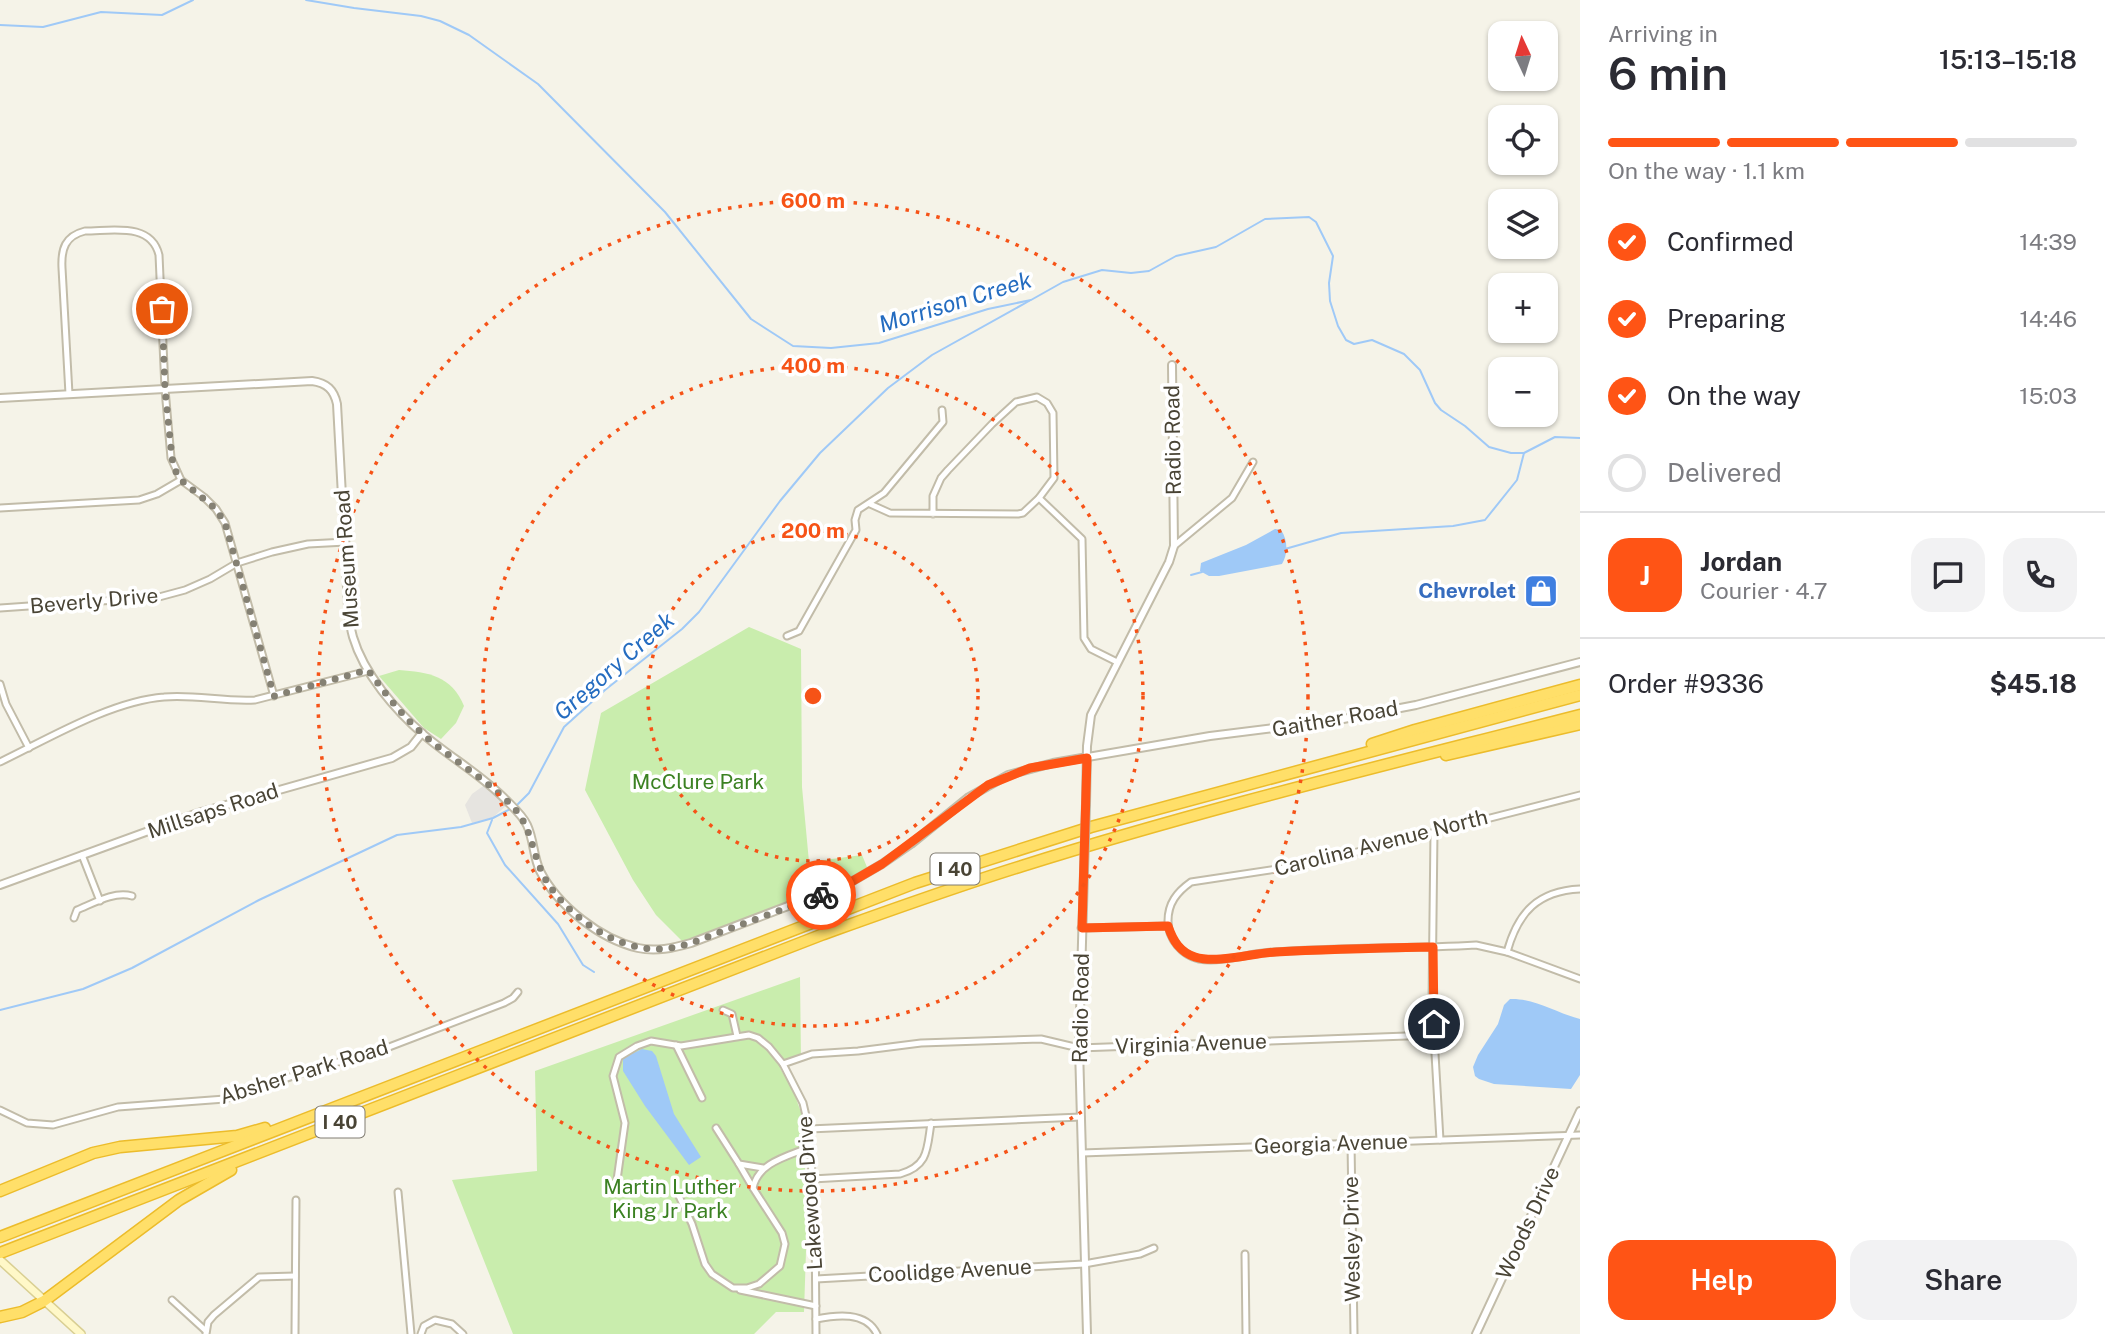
<!DOCTYPE html>
<meta charset="utf-8">
<style>
:root{--surface:#fff;--page:#f2f2f3;--text:#2b2b33;--muted:#7c7c81;--line:#e1e1e2;--accent:#ff5415}
body{margin:0;font-family:"Public Sans",sans-serif;background:var(--page);color:var(--text);height:100vh;display:flex;flex-direction:column;font-size:26px;white-space:nowrap}
*{box-sizing:border-box;margin:0}
p{font-size:23px;color:var(--muted)}
.icon{flex:none;width:38px;height:38px;fill:none;stroke:currentColor;stroke-width:2;stroke-linecap:round;stroke-linejoin:round}
.map{position:relative;flex:1;overflow:hidden}
.side{display:flex;flex-direction:column;background:var(--surface);width:525px}
.side>*{flex:none}
.needle{width:46px;rotate:356deg}
.controls{position:absolute;left:1488px;top:21px;display:grid;gap:14px}
.controls a{display:grid;place-items:center;width:70px;height:70px;border-radius:14px;background:var(--surface);box-shadow:0 2px 5px #0004;font-size:35px}
.pin{position:absolute;display:grid;place-items:center;width:60px;height:60px;color:#fff;margin:-30px;border:4px solid #fff;border-radius:50%;box-shadow:0 2px 7px #0007}
.courier{position:absolute;display:grid;place-items:center;width:70px;height:70px;margin:-35px;border:5px solid #ff5415;border-radius:50%;background:#fff;color:#222;box-shadow:0 2px 9px #0007}
.overview em{font-style:normal;font-weight:600}
.overview div{display:flex;flex-direction:column-reverse}
.overview{display:flex;align-items:center;justify-content:space-between;height:119px;padding:0 28px}
h1{font-size:46px;font-weight:600;line-height:52px}
.bar{display:grid;grid-template-columns:repeat(4,1fr);gap:10px 7px;align-content:center;height:84px;padding:0 28px}
.bar i{height:9px;border-radius:5px;background:var(--line)}
.bar .current{background:var(--accent)}
.bar p{grid-column:span 4}
.line{display:flex;align-items:center;gap:18px;padding:0 28px;border-top:2px solid var(--line)}
.line div{flex:1}
.round{display:grid;place-items:center;flex:none;width:74px;height:74px;border-radius:21px;background:var(--page)}
ol{padding:0 28px;list-style:none}
li{display:flex;align-items:center;gap:21px;height:77px}
li p{margin-inline-start:auto}
li .icon{padding:7px;border-radius:50%;background:var(--accent);color:#fff;stroke-width:4}
li:last-child{color:var(--muted)}
li i{width:38px;height:38px;border:4px solid var(--line);border-radius:50%}
.action{display:flex;gap:14px;margin-top:auto;padding:14px 28px}
.action a{flex:1;height:80px;border-radius:21px;background:var(--accent);color:#fff;font-size:28px;font-weight:600;line-height:80px;text-align:center}
.action a+a{background:var(--page);color:var(--text)}
main{display:flex;flex:1;min-height:0}
.map>svg:first-child{display:block}
.green{fill:#c9edad}
.parking{fill:#e6e4e0}
.water{fill:#9fc9f7}
.lines{fill:none;stroke-linecap:round;stroke-linejoin:round}
.stream{stroke:#9fc9f7;stroke-width:2}
.minor-casing{stroke:#c2bca9;stroke-width:9}
.tertiary-casing{stroke:#c2bca9;stroke-width:10}
.secondary-casing{stroke:#d9cf93;stroke-width:10}
.motorway-casing{stroke:#ecbc2b;stroke-width:13}
.minor{stroke:#fff;stroke-width:5}
.tertiary{stroke:#fff;stroke-width:6}
.secondary{stroke:#fff8c8;stroke-width:7}
.motorway{stroke:#ffdf69;stroke-width:10}
.tertiary-bridge-casing{stroke:#c2bca9;stroke-width:10;stroke-linecap:butt}
.tertiary-bridge{stroke:#fff;stroke-width:6}
.done{stroke:#858174;stroke-width:7;stroke-dasharray:0 12.6}
.route{stroke:#ff5415;stroke-width:9}
.ring{fill:none;stroke:#f65317;stroke-width:3.5;stroke-dasharray:3.5 7}
.labels{text-anchor:middle;stroke-width:7;stroke-linejoin:round;paint-order:stroke}
.shield{fill:#fff;stroke:#807c72;stroke-width:2}
.shield-label{font-size:19px;font-weight:bold;fill:#494435}
.street-label{font-size:21px;fill:#494435;stroke:#fff}
.shop-label{font-size:21px;font-weight:bold;fill:#366cbe;stroke:#fff;text-anchor:end}
.park-label{font-size:21px;fill:#3b8122;stroke:#fff}
.water-label{font-size:23px;font-style:italic;fill:#246cc0;stroke:#fff}
.centre{fill:#f65317;stroke:#fff;stroke-width:3.5}
.ring-label{font-size:21px;text-anchor:middle;font-weight:bold;fill:#f65317;stroke:#fff;stroke-width:7;stroke-linejoin:round;paint-order:stroke}
</style>
<main>
<div class="map">
<svg width="1580" height="1334" viewBox="0 0 1580 1334">
<rect width="100%" height="100%" fill="#f5f3e8"/>
<g class="green">
<path d="M 749,627 L 801,649 L 802,787 L 809,862 L 862,855 L 869,872 L 686,945 L 656,915 L 633,880 L 585,790 L 601,713 Z"/>
<path d="M 399,670 C 428,672 452,676 464,706 L 456,723 L 441,739 L 424,728 L 379,676 Z"/>
<path d="M 800,977 L 801,1061 L 789,1063 L 780,1068 L 793,1090 L 803,1118 L 807,1221 L 804,1312 L 776,1312 L 754,1334 L 513,1334 L 452,1180 L 537,1171 L 535,1071 Z"/>
</g>
<path class="parking" d="M 486,784 L 507,805 L 492,818 L 472,823 L 465,805 L 472,794 Z"/>
<g class="water">
<path d="M 1275,529 L 1281,530 C 1288,540 1288,554 1282,564 L 1219,576 L 1209,576 L 1200,571 L 1201,563 L 1246,545 Z"/>
<path d="M 1510,999 C 1535,998 1556,1013 1580,1019 L 1580,1075 L 1571,1089 L 1494,1084 L 1479,1079 L 1475,1076 L 1473,1067 L 1478,1055 L 1498,1024 L 1504,1005 Z"/>
<path d="M 642,1049 L 652,1051 L 656,1056 L 674,1114 L 701,1157 L 689,1165 L 645,1106 L 623,1071 L 623,1058 Z"/>
</g>
<g class="lines">
<g class="stream">
<path d="M 306,0 L 354,8 L 421,16 L 440,21 L 469,35 L 538,84 L 665,212 L 751,319 L 793,346 L 831,348 L 879,343 L 988,309 L 1031,300 L 1063,282 L 1102,270 L 1131,273 L 1149,271 L 1176,256 L 1216,247 L 1265,219 L 1309,217 L 1316,222 L 1333,256 L 1329,283 L 1330,301 L 1338,326 L 1346,340 L 1354,344 L 1372,340 L 1404,354 L 1420,370 L 1435,403 L 1441,410 L 1465,426 L 1489,447 L 1511,453 L 1524,453 L 1555,437 L 1580,438"/>
<path d="M 0,25 L 43,27 L 101,12 L 162,15 L 193,0"/>
<path d="M 1285,549 L 1341,533 L 1453,526 L 1485,520 L 1517,480 L 1524,453"/>
<path d="M 1191,575 L 1202,572"/>
<path d="M 492,820 L 487,833 L 505,865 L 558,924 L 583,965 L 594,972"/>
<path d="M 0,1010 L 83,989 L 132,968 L 259,900 L 397,835 L 461,827 L 493,818 L 516,806 L 529,793 L 564,727 L 605,690 L 682,629 L 699,612 L 780,501 L 820,453 L 888,388 L 932,355 L 1029,301"/>
</g>
<g class="minor-casing">
<g id="minor">
<path d="M 69,394 L 62,268 C 61,249 65,236 85,231 C 112,231 151,222 159,255 L 165,389 L 171,458 L 181,480 L 204,497 L 216,509 L 225,523 L 274,696"/>
<path d="M 1039,498 L 1082,539 L 1084,638 L 1091,649 L 1117,662"/>
<path d="M 870,504 L 890,513 L 1018,514 L 1023,513 L 1039,498 L 1054,478 L 1053,413 L 1047,403 L 1037,397 L 1016,402 L 992,424 L 948,470 L 941,478 L 933,496 L 933,514"/>
<path d="M 0,508 L 139,500 L 157,494 L 181,480"/>
<path d="M 1174,546 L 1232,498 L 1253,462"/>
<path d="M 0,608 L 159,597 L 185,590 L 210,579 L 237,563 L 272,552 L 308,544 L 346,542"/>
<path d="M 787,636 L 799,631 L 856,530 L 855,520 L 858,510 L 884,493 L 943,422 L 942,410"/>
<path d="M 0,684 L 6,704 L 29,748"/>
<path d="M 0,762 C 48,739 111,701 164,697 C 194,694 224,702 255,700 L 368,671"/>
<path d="M 1580,795 L 1310,864 L 1191,882 C 1177,892 1168,903 1168,921 C 1168,939 1182,955 1199,959 C 1222,963 1250,953 1273,952 C 1341,947 1408,949 1476,945 L 1507,952 L 1580,979"/>
<path d="M 1434,832 L 1432,1002 L 1440,1140"/>
<path d="M 82,855 L 100,901"/>
<path d="M 74,918 L 77,910 C 94,903 114,891 132,896"/>
<path d="M 1081,928 L 1168,926"/>
<path d="M 1507,952 C 1518,912 1538,891 1580,889"/>
<path d="M 723,1010 L 732,1014 L 737,1036"/>
<path d="M 676,1045 L 702,1098"/>
<path d="M 783,1064 L 812,1054 L 858,1051 L 921,1043 L 1041,1039 L 1079,1048 L 1434,1035"/>
<path d="M 0,1110 L 27,1123 L 53,1125 L 118,1107 L 225,1099 L 323,1066 L 376,1052 L 504,1003 L 513,998 L 518,992"/>
<path d="M 716,1128 L 739,1164 L 763,1168"/>
<path d="M 809,1129 L 1081,1117"/>
<path d="M 1351,1143 L 1354,1334"/>
<path d="M 1082,1153 L 1580,1135"/>
<path d="M 739,1164 L 753,1188"/>
<path d="M 812,1179 L 900,1174 C 929,1166 927,1148 931,1123"/>
<path d="M 616,1187 L 625,1123 L 613,1076 L 619,1057 L 637,1046 L 651,1041 L 681,1046 L 749,1035 L 758,1038 L 769,1047 L 783,1064 L 803,1103 L 809,1129 L 815,1219 L 816,1334"/>
<path d="M 398,1192 L 411,1334"/>
<path d="M 678,1194 L 692,1224 L 705,1264 L 712,1274 L 733,1288 L 747,1288 L 759,1284 L 780,1266 L 785,1244 L 782,1233 L 753,1188 C 758,1162 789,1156 810,1147"/>
<path d="M 1245,1254 L 1246,1334"/>
<path d="M 816,1279 L 1084,1264 L 1140,1254 L 1154,1248"/>
<path d="M 740,1290 L 816,1306"/>
<path d="M 172,1300 L 206,1331"/>
<path d="M 816,1319 C 836,1315 866,1311 877,1334"/>
<path d="M 206,1334 L 208,1322 L 214,1315 L 259,1277 L 295,1276"/>
<path d="M 295,1334 L 296,1200"/>
<path d="M 421,1334 L 424,1326 L 435,1320 L 452,1324 L 463,1334"/>
</g>
</g>
<g class="tertiary-casing">
<g id="tertiary">
<path d="M 0,398 L 312,381 C 327,383 334,390 337,404 L 348,606 C 349,616 350,627 353,637 C 364,674 395,710 424,735 C 451,758 482,775 507,801 C 514,808 523,816 527,825 C 534,840 533,856 540,871 C 558,906 600,939 638,948 C 656,952 673,948 691,943 L 851,882 L 882,864 L 911,844 L 969,797 L 1008,775 L 1053,763 L 1210,736 L 1338,720 L 1416,705 L 1580,662"/>
<path d="M 1086,804 L 1087,746 L 1091,715 L 1169,562 L 1174,546 L 1172,365"/>
<path d="M 1084,872 L 1079,1048 L 1087,1334"/>
<path d="M 0,885 L 198,813 L 392,758 L 411,747 L 422,733"/>
<path d="M 1476,1334 L 1580,1111"/>
</g>
</g>
<g class="secondary-casing">
<path id="secondary" d="M 0,1260 L 81,1334"/>
</g>
<g class="motorway-casing">
<g id="motorway">
<path d="M 1372,744 L 1415,730 L 1580,685"/>
<path d="M 1446,755 L 1580,724"/>
<path d="M 0,1191 L 93,1153 L 120,1147 L 237,1136 L 265,1128"/>
<path d="M 0,1237 L 915,883 L 1091,827 L 1580,695"/>
<path d="M 0,1253 L 821,935 C 888,911 954,887 1022,866 C 1206,808 1394,763 1580,715"/>
<path d="M 0,1317 L 22,1312 L 44,1301 L 179,1200 L 231,1170"/>
</g>
</g>
<use href="#minor" class="minor"/>
<use href="#tertiary" class="tertiary"/>
<use href="#secondary" class="secondary"/>
<use href="#motorway" class="motorway"/>
<g class="tertiary-bridge-casing">
<path id="tertiary-bridge" d="M 1084,872 L 1086,804"/>
</g>
<use href="#tertiary-bridge" class="tertiary-bridge"/>
</g>
<g class="lines">
<path class="done" d="M 162,309 L 165,389 L 172,458 L 175,470 L 181,480 L 216,509 L 225,523 L 274,696 L 368,670 C 385,693 402,716 424,735 C 453,761 487,779 514,808 C 534,830 532,860 549,885 C 571,918 618,951 660,949 C 683,948 704,938 726,930 C 757,919 789,907 821,895"/>
<path class="route" d="M 821,895 L 851,882 L 882,864 L 988,785 L 1030,768 L 1087,758 L 1082,928 L 1168,926 C 1173,941 1180,952 1195,957 C 1217,964 1253,953 1276,952 C 1328,949 1381,948 1433,947 L 1434,1024"/>
</g>
<g class="ring">
<circle cx="813" cy="696" r="165"/>
<circle cx="813" cy="696" r="330"/>
<circle cx="813" cy="696" r="495"/>
</g>
<defs>
<g id="shop-square" transform="scale(1.75)"><rect x="-9" y="-9" width="18" height="18" rx="4" fill="#3f7fe0" stroke="#fff"/><path d="M-5-2.5h2.3a2.7 3.5 0 0 1 5.4 0H5L5.5 6h-11ZM-1.5-2.5h3a1.5 2.3 0 0 0-3 0Z" fill="#fff"/></g>
</defs>
<g fill-rule="evenodd">
<use href="#shop-square" x="1541" y="591"/>
</g>
<g class="labels">
<g class="shield">
<rect x="930.5" y="853.5" width="49" height="31" rx="5"/>
<rect x="315.5" y="1106.5" width="49" height="31" rx="5"/>
</g>
<g class="shield-label">
<text x="955" y="876">I 40</text>
<text x="340" y="1129">I 40</text>
</g>
<g class="street-label">
<text transform="translate(1173 440) rotate(-91)" y="7">Radio Road</text>
<text transform="translate(347 559) rotate(-94)" y="7">Museum Road</text>
<text transform="translate(94 601) rotate(-5)" y="7">Beverly Drive</text>
<text transform="translate(1335 719) rotate(-10)" y="7">Gaither Road</text>
<text transform="translate(213 811) rotate(-18)" y="7">Millsaps Road</text>
<text transform="translate(1381 843) rotate(-14)" y="7">Carolina Avenue North</text>
<text transform="translate(1081 1008) rotate(-89)" y="7">Radio Road</text>
<text transform="translate(1191 1044) rotate(-2)" y="7">Virginia Avenue</text>
<text transform="translate(304 1072) rotate(-17)" y="7">Absher Park Road</text>
<text transform="translate(1331 1144) rotate(-2)" y="7">Georgia Avenue</text>
<text transform="translate(810 1193) rotate(-94)" y="7">Lakewood Drive</text>
<text transform="translate(1528 1223) rotate(-65)" y="7">Woods Drive</text>
<text transform="translate(1352 1239) rotate(-91)" y="7">Wesley Drive</text>
<text transform="translate(950 1271) rotate(-3)" y="7">Coolidge Avenue</text>
</g>
<g class="shop-label">
<text x="1516" y="598">Chevrolet</text>
</g>
<g class="park-label">
<text x="698" y="789">McClure Park</text>
<text x="670" y="1194">Martin Luther<tspan x="670" dy="24">King Jr Park</tspan></text>
</g>
<g class="water-label">
<text transform="translate(955 302) rotate(-17)" y="8">Morrison Creek</text>
<text transform="translate(614 666) rotate(-41)" y="8">Gregory Creek</text>
</g>
</g>
<circle cx="813" cy="696" r="10" class="centre"/>
<g class="ring-label">
<text x="813" y="208">600 m</text>
<text x="813" y="373">400 m</text>
<text x="813" y="538">200 m</text>
</g>
</svg>
<div class="controls">
<a><svg class="needle" viewBox="-14 -14 28 28"><path d="M0-13l5 13h-10z" fill="#e53935"/><path d="M0 13l5-13h-10z" fill="#7c7c81"/></svg></a>
<a><svg class="icon" aria-label="locate" viewBox="0 0 24 24"><circle cx="12" cy="12" r="6"/><path d="M12 2v4M12 18v4M2 12h4M18 12h4"/></svg></a>
<a><svg class="icon" aria-label="layers" viewBox="0 0 24 24"><path d="M12 4l9 5-9 5-9-5zM3 14l9 5 9-5"/></svg></a>
<a>+</a>
<a>−</a>
</div>
<div class="pin" style="left:162px;top:309px;background:#ea580c"><svg class="icon" aria-label="bag" viewBox="0 0 24 24"><path d="M5 8h14l-1 12H6zM9 8a3 3 0 0 1 6 0"/></svg></div>
<div class="pin" style="left:1434px;top:1024px;background:#1f2937"><svg class="icon" aria-label="home" viewBox="0 0 24 24"><path d="M3 11l9-7 9 7M6 9v11h12V9"/></svg></div>
<div class="courier" style="left:821px;top:895px"><svg class="icon" aria-label="bike" viewBox="0 0 24 24"><circle cx="6" cy="16" r="4"/><circle cx="18" cy="16" r="4"/><path d="M6 16l4-8h5l3 8M10 8l3 8H6M13 5h3"/></svg></div>
</div>
<section class="side">
<div class="overview"><div><h1>6 min</h1><p>Arriving in</p></div><em>15:13–15:18</em></div>
<div class="bar"><i class="current"></i><i class="current"></i><i class="current"></i><i></i><p>On the way · 1.1 km</p></div>
<ol>
<li><svg class="icon" aria-label="check" viewBox="0 0 24 24"><path d="M5 12l5 5 9-10"/></svg>Confirmed<p>14:39</p></li>
<li><svg class="icon" aria-label="check" viewBox="0 0 24 24"><path d="M5 12l5 5 9-10"/></svg>Preparing<p>14:46</p></li>
<li><svg class="icon" aria-label="check" viewBox="0 0 24 24"><path d="M5 12l5 5 9-10"/></svg>On the way<p>15:03</p></li>
<li><i></i>Delivered</li>
</ol>
<div class="line" style="height:126px"><b class="round" style="background:var(--accent);color:#fff">J</b><div><b>Jordan</b><p>Courier · 4.7</p></div><a class="round"><svg class="icon" aria-label="chat" viewBox="0 0 24 24"><path d="M4 5h16v11H9l-5 4z"/></svg></a><a class="round"><svg class="icon" aria-label="phone" viewBox="0 0 24 24"><path d="M5 4h4l2 5-3 2q2 4 5 5l2-3 5 2v4C11 20 4 13 5 4z"/></svg></a></div>
<div class="line" style="height:91px"><div>Order #9336</div><b>$45.18</b></div>
<div class="action"><a>Help</a><a>Share</a></div>
</section>
</main>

○ ○ ○ ○

Description of the task:
Please find, in the entries above, every line where "align" occurs, and copy it.

Answer area:
.overview{display:flex;align-items:center;justify-content:space-between;height:119px;padding:0 28px}
.bar{display:grid;grid-template-columns:repeat(4,1fr);gap:10px 7px;align-content:center;height:84px;padding:0 28px}
.line{display:flex;align-items:center;gap:18px;padding:0 28px;border-top:2px solid var(--line)}
li{display:flex;align-items:center;gap:21px;height:77px}
.action a{flex:1;height:80px;border-radius:21px;background:var(--accent);color:#fff;font-size:28px;font-weight:600;line-height:80px;text-align:center}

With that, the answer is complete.